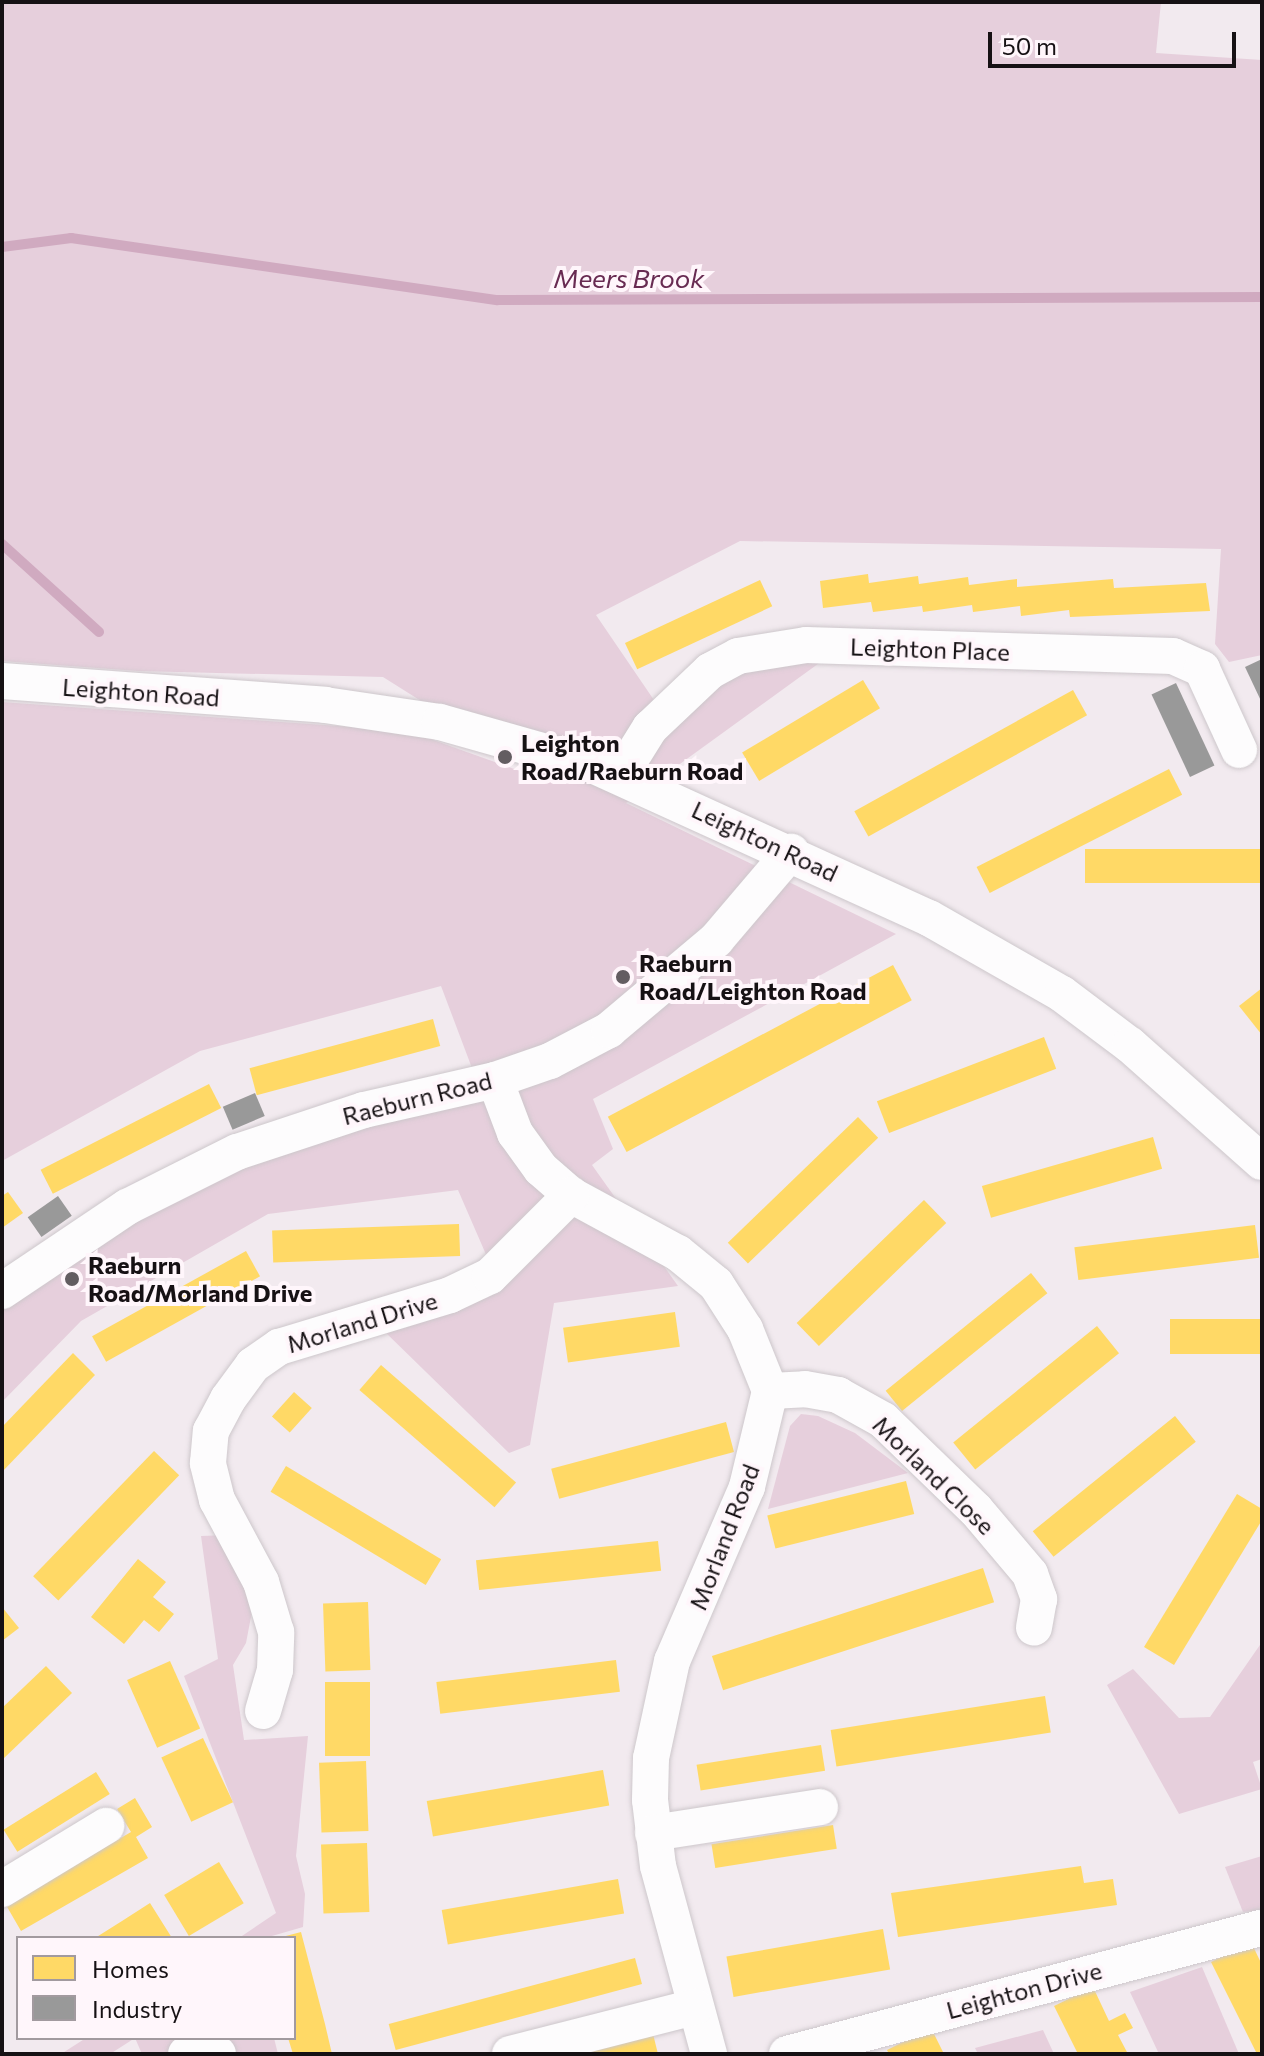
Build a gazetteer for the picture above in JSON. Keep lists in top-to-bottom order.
{
  "streets": {
    "street": [
      "Leighton Place",
      "Leighton Road",
      "Raeburn Road",
      "Morland Drive",
      "Morland Close",
      "Morland Road",
      "Leighton Drive"
    ]
  },
  "crossings": [
    ["Leighton Place", "Leighton Road"],
    ["Leighton Road", "Raeburn Road"],
    ["Morland Close", "Morland Road"]
  ],
  "water": ["Meers Brook"],
  "places": ["Leighton Road/Raeburn Road", "Raeburn Road/Leighton Road", "Raeburn Road/Morland Drive"],
  "legend": ["Homes", "Industry"],
  "scale_bar": "50 m"
}
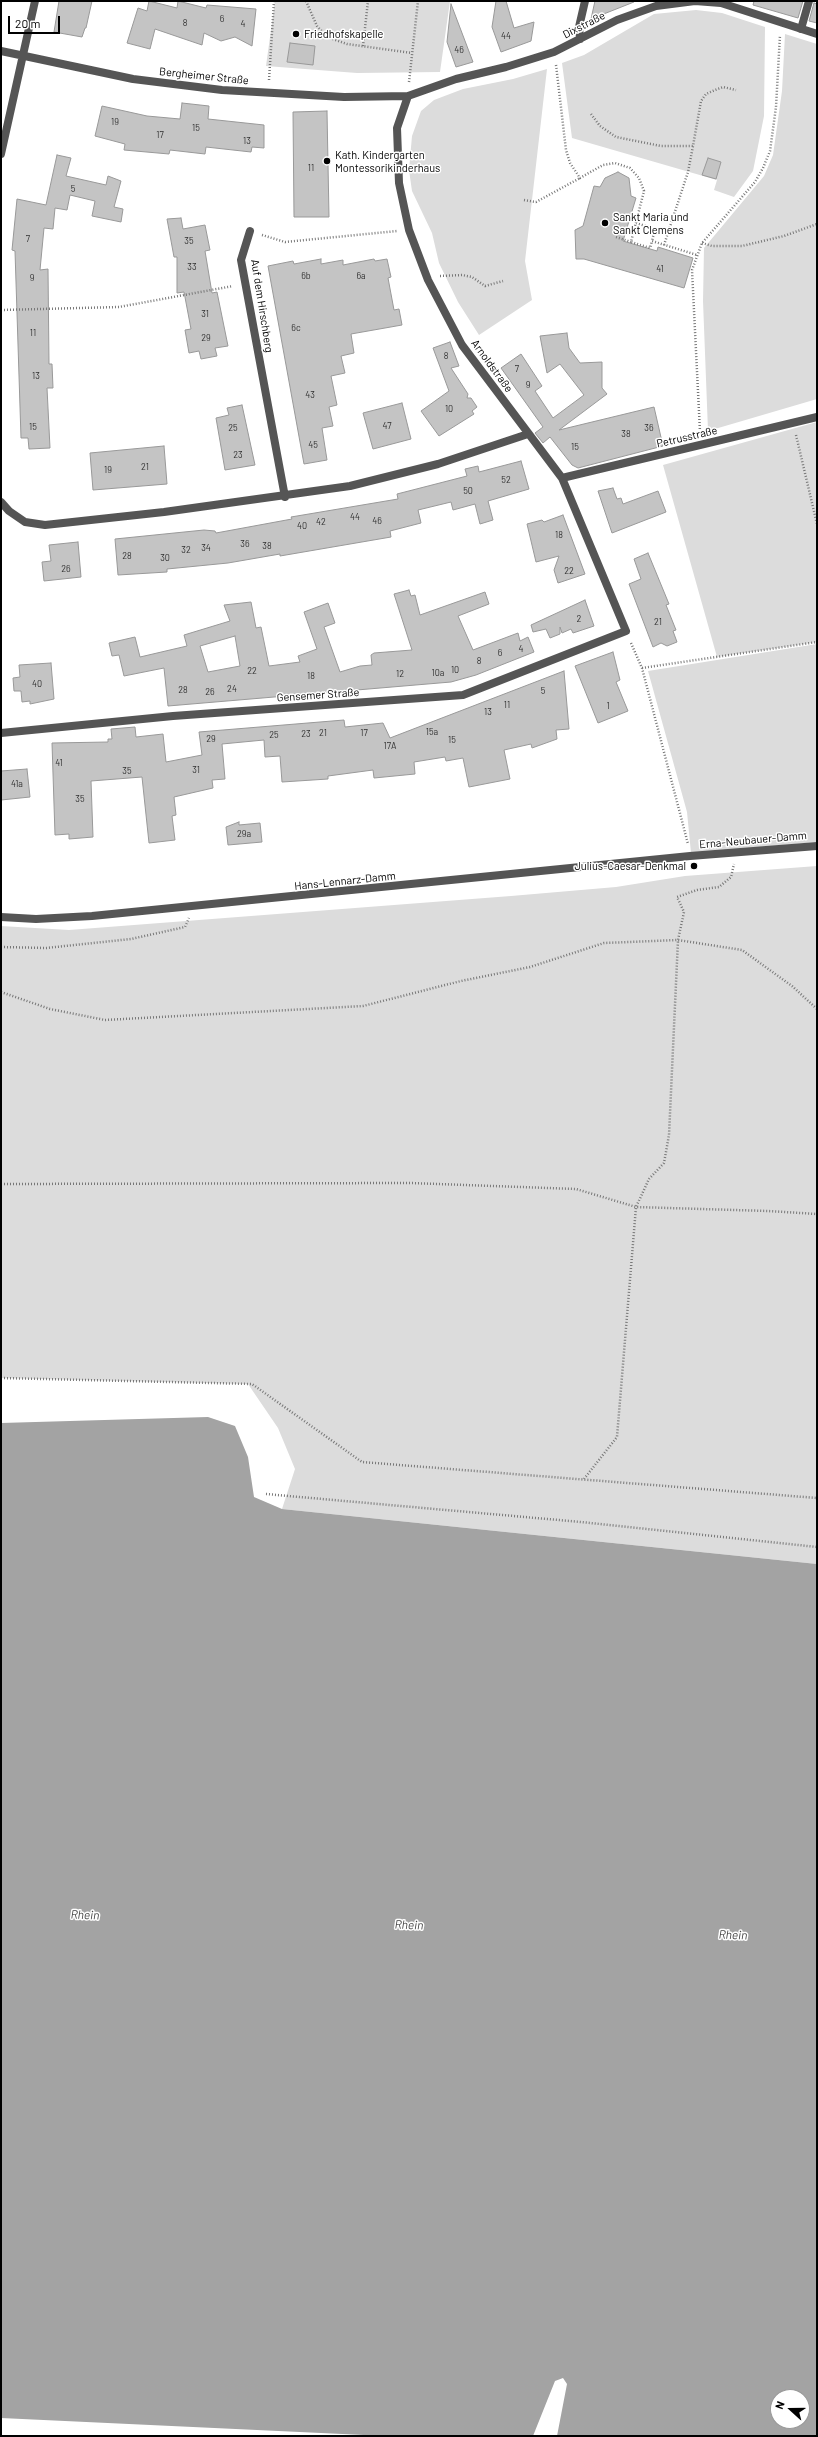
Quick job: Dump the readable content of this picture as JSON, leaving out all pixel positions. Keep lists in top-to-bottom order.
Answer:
{
  "streets": {
    "street": [
      "Dixstraße",
      "Bergheimer Straße",
      "Auf dem Hirschberg",
      "Arnoldstraße",
      "Petrusstraße",
      "Gensemer Straße",
      "Erna-Neubauer-Damm",
      "Hans-Lennarz-Damm"
    ]
  },
  "crossings": [
    ["Dixstraße", "Bergheimer Straße"],
    ["Dixstraße", "Arnoldstraße"],
    ["Bergheimer Straße", "Arnoldstraße"],
    ["Arnoldstraße", "Petrusstraße"],
    ["Arnoldstraße", "Gensemer Straße"],
    ["Erna-Neubauer-Damm", "Hans-Lennarz-Damm"]
  ],
  "water": ["Rhein"],
  "places": [
    "Friedhofskapelle",
    "Kath. Kindergarten Montessorikinderhaus",
    "Sankt Maria und Sankt Clemens",
    "Julius-Caesar-Denkmal"
  ],
  "house_numbers": [
    "6",
    "8",
    "4",
    "44",
    "46",
    "19",
    "15",
    "17",
    "13",
    "11",
    "5",
    "7",
    "35",
    "33",
    "41",
    "6b",
    "6a",
    "9",
    "31",
    "6c",
    "11",
    "29",
    "8",
    "7",
    "13",
    "9",
    "43",
    "10",
    "47",
    "15",
    "25",
    "36",
    "38",
    "45",
    "15",
    "23",
    "21",
    "19",
    "52",
    "50",
    "44",
    "46",
    "42",
    "40",
    "18",
    "36",
    "38",
    "34",
    "32",
    "28",
    "30",
    "26",
    "22",
    "2",
    "21",
    "4",
    "6",
    "8",
    "10",
    "22",
    "10a",
    "12",
    "18",
    "40",
    "24",
    "28",
    "5",
    "26",
    "11",
    "1",
    "13",
    "15a",
    "21",
    "17",
    "23",
    "25",
    "29",
    "15",
    "17A",
    "41",
    "31",
    "35",
    "41a",
    "35",
    "29a"
  ],
  "scale_bar": "20 m",
  "north": "left"
}
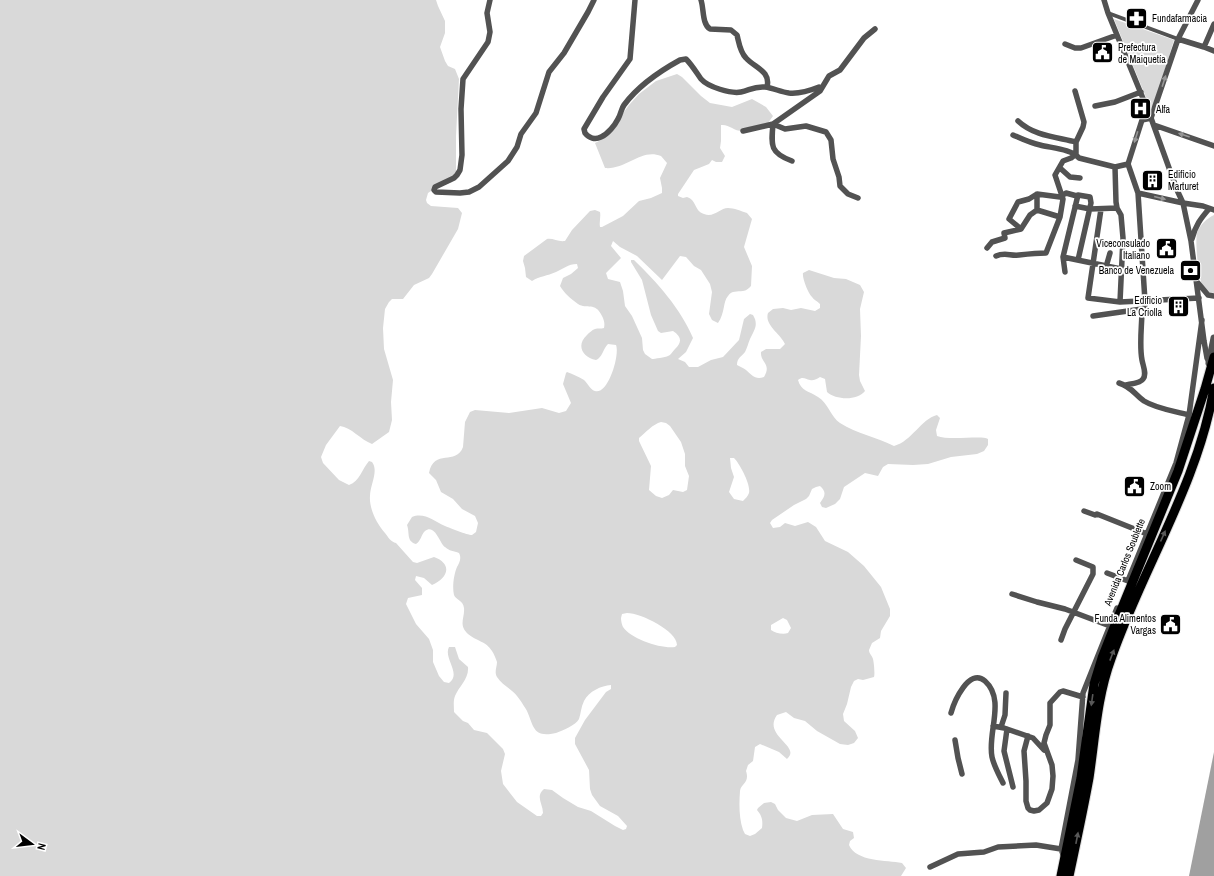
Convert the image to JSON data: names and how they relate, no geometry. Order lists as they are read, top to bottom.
{
  "streets": {
    "main road": ["Avenida Carlos Soublette"]
  },
  "places": {
    "pharmacy": ["Fundafarmacia"],
    "public building": [
      "Prefectura de Maiquetía",
      "Viceconsulado Italiano",
      "Zoom",
      "Funda Alimentos Vargas"
    ],
    "hospital": ["Alfa"],
    "building": ["Edificio Marturet", "Edificio La Criolla"],
    "bank": ["Banco de Venezuela"]
  },
  "north": "right"
}
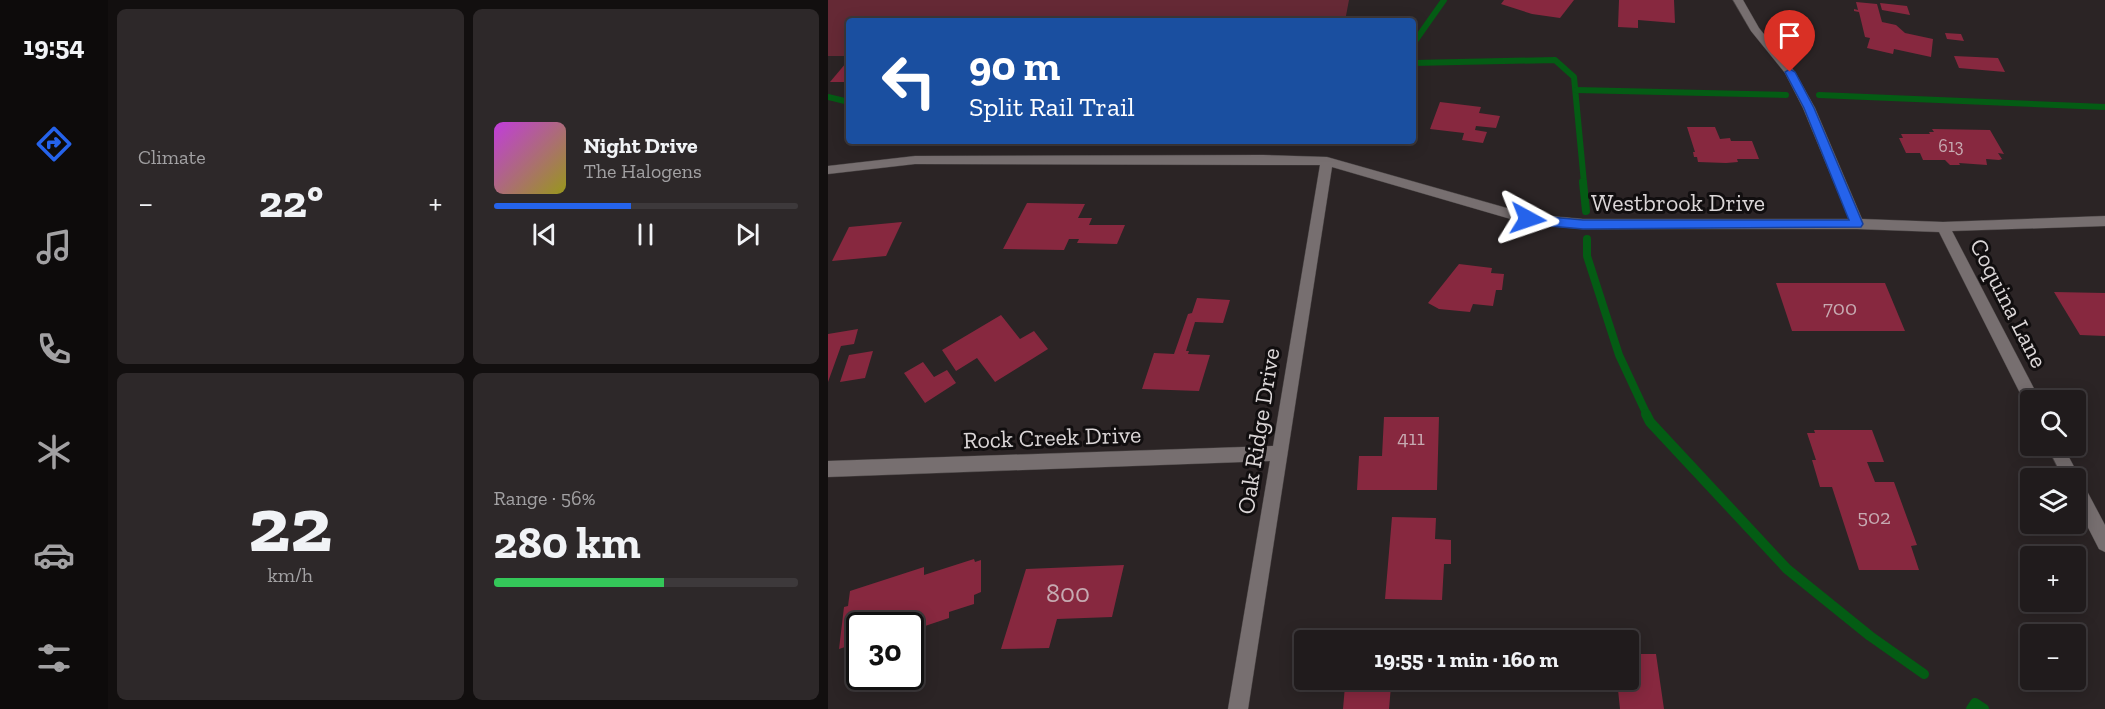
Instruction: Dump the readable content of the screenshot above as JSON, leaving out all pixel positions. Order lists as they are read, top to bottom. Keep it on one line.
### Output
──────
* WORK TASK
Repeat the material above word for word and skip every image in it.

* REPLY
Build a gazetteer for the picture above in JSON. Keep lists in top-to-bottom order.
{
  "streets": {
    "street": [
      "Leighton Place",
      "Leighton Road",
      "Raeburn Road",
      "Morland Drive",
      "Morland Close",
      "Morland Road",
      "Leighton Drive"
    ]
  },
  "crossings": [
    ["Leighton Place", "Leighton Road"],
    ["Leighton Road", "Raeburn Road"],
    ["Morland Close", "Morland Road"]
  ],
  "water": ["Meers Brook"],
  "places": ["Leighton Road/Raeburn Road", "Raeburn Road/Leighton Road", "Raeburn Road/Morland Drive"],
  "legend": ["Homes", "Industry"],
  "scale_bar": "50 m"
}
Quick job: Dump the readable content of this picture as JSON, leaving out all pixel positions. Keep lists in top-to-bottom order.
Answer:
{
  "streets": {
    "street": [
      "Dixstraße",
      "Bergheimer Straße",
      "Auf dem Hirschberg",
      "Arnoldstraße",
      "Petrusstraße",
      "Gensemer Straße",
      "Erna-Neubauer-Damm",
      "Hans-Lennarz-Damm"
    ]
  },
  "crossings": [
    ["Dixstraße", "Bergheimer Straße"],
    ["Dixstraße", "Arnoldstraße"],
    ["Bergheimer Straße", "Arnoldstraße"],
    ["Arnoldstraße", "Petrusstraße"],
    ["Arnoldstraße", "Gensemer Straße"],
    ["Erna-Neubauer-Damm", "Hans-Lennarz-Damm"]
  ],
  "water": ["Rhein"],
  "places": [
    "Friedhofskapelle",
    "Kath. Kindergarten Montessorikinderhaus",
    "Sankt Maria und Sankt Clemens",
    "Julius-Caesar-Denkmal"
  ],
  "house_numbers": [
    "6",
    "8",
    "4",
    "44",
    "46",
    "19",
    "15",
    "17",
    "13",
    "11",
    "5",
    "7",
    "35",
    "33",
    "41",
    "6b",
    "6a",
    "9",
    "31",
    "6c",
    "11",
    "29",
    "8",
    "7",
    "13",
    "9",
    "43",
    "10",
    "47",
    "15",
    "25",
    "36",
    "38",
    "45",
    "15",
    "23",
    "21",
    "19",
    "52",
    "50",
    "44",
    "46",
    "42",
    "40",
    "18",
    "36",
    "38",
    "34",
    "32",
    "28",
    "30",
    "26",
    "22",
    "2",
    "21",
    "4",
    "6",
    "8",
    "10",
    "22",
    "10a",
    "12",
    "18",
    "40",
    "24",
    "28",
    "5",
    "26",
    "11",
    "1",
    "13",
    "15a",
    "21",
    "17",
    "23",
    "25",
    "29",
    "15",
    "17A",
    "41",
    "31",
    "35",
    "41a",
    "35",
    "29a"
  ],
  "scale_bar": "20 m",
  "north": "left"
}
Convert the image to JSON data: names and how they relate, no geometry. Order lists as they are read, top to bottom.
{
  "streets": {
    "main road": ["Avenida Carlos Soublette"]
  },
  "places": {
    "pharmacy": ["Fundafarmacia"],
    "public building": [
      "Prefectura de Maiquetía",
      "Viceconsulado Italiano",
      "Zoom",
      "Funda Alimentos Vargas"
    ],
    "hospital": ["Alfa"],
    "building": ["Edificio Marturet", "Edificio La Criolla"],
    "bank": ["Banco de Venezuela"]
  },
  "north": "right"
}
Instruction: Dump the readable content of the screenshot above as JSON, leaving out all pixel positions. Order lists as they are read, top to bottom. Keep it on one line.
### Output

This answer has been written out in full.